- YOUR TASK: From the entries below, copy out all lines holding "they".

Stored data:
● ● ● ● ●
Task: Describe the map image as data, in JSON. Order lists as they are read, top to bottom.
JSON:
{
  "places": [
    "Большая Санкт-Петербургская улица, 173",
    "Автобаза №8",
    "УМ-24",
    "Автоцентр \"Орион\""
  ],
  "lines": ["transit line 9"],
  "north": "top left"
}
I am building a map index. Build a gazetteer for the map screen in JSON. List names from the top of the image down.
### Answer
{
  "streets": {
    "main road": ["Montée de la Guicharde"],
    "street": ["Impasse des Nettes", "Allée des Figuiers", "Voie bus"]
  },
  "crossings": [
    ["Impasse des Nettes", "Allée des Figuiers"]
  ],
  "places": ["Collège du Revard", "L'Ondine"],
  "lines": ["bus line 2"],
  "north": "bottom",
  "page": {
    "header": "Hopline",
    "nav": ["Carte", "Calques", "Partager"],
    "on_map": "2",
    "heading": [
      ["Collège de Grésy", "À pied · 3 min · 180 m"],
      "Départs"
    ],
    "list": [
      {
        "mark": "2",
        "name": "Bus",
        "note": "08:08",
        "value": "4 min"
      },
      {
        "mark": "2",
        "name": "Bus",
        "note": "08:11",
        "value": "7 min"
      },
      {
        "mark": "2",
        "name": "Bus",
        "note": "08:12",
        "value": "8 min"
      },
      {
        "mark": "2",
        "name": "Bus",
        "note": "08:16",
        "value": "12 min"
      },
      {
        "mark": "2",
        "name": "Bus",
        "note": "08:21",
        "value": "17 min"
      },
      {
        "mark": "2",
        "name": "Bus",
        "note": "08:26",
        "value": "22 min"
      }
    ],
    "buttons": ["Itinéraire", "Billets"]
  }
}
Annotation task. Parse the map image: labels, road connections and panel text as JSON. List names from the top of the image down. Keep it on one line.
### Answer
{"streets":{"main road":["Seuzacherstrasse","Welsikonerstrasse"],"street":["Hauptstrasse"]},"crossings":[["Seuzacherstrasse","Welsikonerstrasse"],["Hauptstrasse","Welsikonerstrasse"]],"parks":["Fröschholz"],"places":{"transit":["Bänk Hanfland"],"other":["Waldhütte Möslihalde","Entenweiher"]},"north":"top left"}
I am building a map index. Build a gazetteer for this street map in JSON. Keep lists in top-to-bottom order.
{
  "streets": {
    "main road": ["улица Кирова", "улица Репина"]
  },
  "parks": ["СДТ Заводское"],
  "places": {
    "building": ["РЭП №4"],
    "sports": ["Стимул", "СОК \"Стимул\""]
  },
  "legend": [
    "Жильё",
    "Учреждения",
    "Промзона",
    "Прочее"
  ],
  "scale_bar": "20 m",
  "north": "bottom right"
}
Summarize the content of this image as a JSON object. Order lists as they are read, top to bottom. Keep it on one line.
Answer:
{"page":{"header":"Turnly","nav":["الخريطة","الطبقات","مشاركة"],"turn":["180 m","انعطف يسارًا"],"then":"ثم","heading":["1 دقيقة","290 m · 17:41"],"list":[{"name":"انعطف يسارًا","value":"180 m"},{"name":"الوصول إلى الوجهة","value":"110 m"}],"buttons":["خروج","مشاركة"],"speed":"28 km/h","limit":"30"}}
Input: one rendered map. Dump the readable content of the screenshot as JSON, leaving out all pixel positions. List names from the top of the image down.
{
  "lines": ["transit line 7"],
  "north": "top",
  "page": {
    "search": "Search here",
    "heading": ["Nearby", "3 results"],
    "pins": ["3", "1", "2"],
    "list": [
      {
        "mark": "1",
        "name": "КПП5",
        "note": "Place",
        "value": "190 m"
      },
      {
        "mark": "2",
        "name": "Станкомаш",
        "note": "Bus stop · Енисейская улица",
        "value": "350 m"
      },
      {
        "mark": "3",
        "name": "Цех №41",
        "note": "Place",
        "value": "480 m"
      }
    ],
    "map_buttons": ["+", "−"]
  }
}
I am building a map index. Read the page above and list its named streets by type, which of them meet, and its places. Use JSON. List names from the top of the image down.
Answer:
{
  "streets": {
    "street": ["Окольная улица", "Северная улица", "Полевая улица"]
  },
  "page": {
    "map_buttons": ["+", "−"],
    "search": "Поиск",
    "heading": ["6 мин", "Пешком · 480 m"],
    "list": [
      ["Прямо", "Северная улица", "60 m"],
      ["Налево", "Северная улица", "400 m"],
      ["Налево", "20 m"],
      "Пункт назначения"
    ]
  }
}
● ● ● ● ●
- WRITTEN SOLUTION:
Task: Describe the map image as data, in JSON. Order lists as they are read, top to bottom.
Summarize the content of this image as a JSON object. Order lists as they are read, top to bottom. Keep it on one line.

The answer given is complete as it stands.